§ **DIRECTIONS FOR THIS TASK**
Where does the word "setLineDash" show up in the records? Copy every line that holds it.
:: DATASET EXCERPTS
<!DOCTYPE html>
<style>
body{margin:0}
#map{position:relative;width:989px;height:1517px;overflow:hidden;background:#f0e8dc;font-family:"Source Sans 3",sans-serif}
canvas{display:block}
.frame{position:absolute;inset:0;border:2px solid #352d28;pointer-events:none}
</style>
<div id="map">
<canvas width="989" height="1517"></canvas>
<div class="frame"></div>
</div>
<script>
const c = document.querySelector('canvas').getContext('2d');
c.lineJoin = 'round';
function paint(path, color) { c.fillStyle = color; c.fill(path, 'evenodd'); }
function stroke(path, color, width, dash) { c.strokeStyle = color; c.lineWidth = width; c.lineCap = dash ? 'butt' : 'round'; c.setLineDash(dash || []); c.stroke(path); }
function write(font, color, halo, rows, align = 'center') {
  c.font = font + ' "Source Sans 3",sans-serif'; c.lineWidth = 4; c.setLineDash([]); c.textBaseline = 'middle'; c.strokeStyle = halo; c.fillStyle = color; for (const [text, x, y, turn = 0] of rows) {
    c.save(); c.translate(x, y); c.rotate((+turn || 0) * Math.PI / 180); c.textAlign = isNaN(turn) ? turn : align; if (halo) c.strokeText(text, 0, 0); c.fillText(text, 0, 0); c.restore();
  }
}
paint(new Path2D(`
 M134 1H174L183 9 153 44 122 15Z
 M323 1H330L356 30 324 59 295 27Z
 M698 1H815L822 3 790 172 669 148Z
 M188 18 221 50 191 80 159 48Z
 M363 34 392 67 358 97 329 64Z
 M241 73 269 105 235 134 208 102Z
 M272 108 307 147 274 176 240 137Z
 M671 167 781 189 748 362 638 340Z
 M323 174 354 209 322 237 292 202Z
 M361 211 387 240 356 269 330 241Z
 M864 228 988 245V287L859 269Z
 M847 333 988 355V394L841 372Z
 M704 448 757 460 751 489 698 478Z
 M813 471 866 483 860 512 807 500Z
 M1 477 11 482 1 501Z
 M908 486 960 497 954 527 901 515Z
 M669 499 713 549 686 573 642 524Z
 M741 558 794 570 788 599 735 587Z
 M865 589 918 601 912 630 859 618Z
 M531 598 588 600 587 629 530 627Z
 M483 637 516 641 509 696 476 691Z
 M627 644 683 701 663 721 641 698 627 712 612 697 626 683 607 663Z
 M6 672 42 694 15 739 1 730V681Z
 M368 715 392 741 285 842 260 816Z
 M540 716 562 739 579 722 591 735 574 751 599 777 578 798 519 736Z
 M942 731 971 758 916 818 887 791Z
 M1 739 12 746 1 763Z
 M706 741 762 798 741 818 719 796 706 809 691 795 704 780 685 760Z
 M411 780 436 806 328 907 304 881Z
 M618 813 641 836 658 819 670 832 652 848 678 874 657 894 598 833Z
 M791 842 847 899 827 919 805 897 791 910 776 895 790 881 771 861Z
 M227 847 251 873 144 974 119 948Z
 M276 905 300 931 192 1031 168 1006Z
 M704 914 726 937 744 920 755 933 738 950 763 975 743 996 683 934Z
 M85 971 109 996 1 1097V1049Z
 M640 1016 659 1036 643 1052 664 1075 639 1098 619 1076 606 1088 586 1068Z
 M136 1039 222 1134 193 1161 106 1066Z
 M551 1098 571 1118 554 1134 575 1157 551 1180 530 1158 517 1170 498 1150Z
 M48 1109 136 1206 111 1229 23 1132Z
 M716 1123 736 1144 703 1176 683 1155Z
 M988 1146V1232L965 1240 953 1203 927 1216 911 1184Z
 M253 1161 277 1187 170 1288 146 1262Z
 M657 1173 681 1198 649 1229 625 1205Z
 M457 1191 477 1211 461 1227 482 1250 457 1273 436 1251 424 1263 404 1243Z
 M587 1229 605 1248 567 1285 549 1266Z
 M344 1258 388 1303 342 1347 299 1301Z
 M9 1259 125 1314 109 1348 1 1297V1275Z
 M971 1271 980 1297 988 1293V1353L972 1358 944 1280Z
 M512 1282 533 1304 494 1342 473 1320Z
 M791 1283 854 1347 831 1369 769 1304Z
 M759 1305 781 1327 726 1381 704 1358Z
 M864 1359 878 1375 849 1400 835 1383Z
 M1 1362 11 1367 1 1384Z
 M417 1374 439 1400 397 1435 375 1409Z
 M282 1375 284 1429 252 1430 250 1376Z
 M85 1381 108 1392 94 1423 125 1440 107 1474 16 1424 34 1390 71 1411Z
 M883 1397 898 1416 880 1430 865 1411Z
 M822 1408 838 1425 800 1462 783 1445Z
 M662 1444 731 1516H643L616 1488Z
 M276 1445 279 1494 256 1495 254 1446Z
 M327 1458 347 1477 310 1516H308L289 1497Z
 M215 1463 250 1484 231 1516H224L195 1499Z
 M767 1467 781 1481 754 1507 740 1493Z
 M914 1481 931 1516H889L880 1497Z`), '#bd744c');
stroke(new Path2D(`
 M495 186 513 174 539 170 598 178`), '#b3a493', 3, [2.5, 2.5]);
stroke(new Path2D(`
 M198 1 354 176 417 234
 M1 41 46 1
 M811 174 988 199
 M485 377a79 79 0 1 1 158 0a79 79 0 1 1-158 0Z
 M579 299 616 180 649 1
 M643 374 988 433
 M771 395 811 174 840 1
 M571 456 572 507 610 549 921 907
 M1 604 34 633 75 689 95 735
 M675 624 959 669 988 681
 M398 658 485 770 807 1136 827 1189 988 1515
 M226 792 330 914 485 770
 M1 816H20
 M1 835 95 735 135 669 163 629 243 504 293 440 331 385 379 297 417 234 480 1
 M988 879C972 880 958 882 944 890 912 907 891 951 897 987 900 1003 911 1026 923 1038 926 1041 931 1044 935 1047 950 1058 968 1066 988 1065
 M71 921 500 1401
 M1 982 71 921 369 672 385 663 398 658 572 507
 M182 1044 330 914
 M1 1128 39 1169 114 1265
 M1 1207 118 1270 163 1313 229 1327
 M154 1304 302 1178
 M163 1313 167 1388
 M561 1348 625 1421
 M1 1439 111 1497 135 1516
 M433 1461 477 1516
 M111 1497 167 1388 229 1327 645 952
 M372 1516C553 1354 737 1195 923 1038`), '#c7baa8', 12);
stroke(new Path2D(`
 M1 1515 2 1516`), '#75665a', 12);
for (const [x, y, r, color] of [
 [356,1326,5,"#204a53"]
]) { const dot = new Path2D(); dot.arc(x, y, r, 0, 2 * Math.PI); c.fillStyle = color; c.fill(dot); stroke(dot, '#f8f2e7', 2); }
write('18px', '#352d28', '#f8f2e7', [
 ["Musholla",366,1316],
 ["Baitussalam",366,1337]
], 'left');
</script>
::::
§ **YOUR SOLUTION**
function stroke(path, color, width, dash) { c.strokeStyle = color; c.lineWidth = width; c.lineCap = dash ? 'butt' : 'round'; c.setLineDash(dash || []); c.stroke(path); }
  c.font = font + ' "Source Sans 3",sans-serif'; c.lineWidth = 4; c.setLineDash([]); c.textBaseline = 'middle'; c.strokeStyle = halo; c.fillStyle = color; for (const [text, x, y, turn = 0] of rows) {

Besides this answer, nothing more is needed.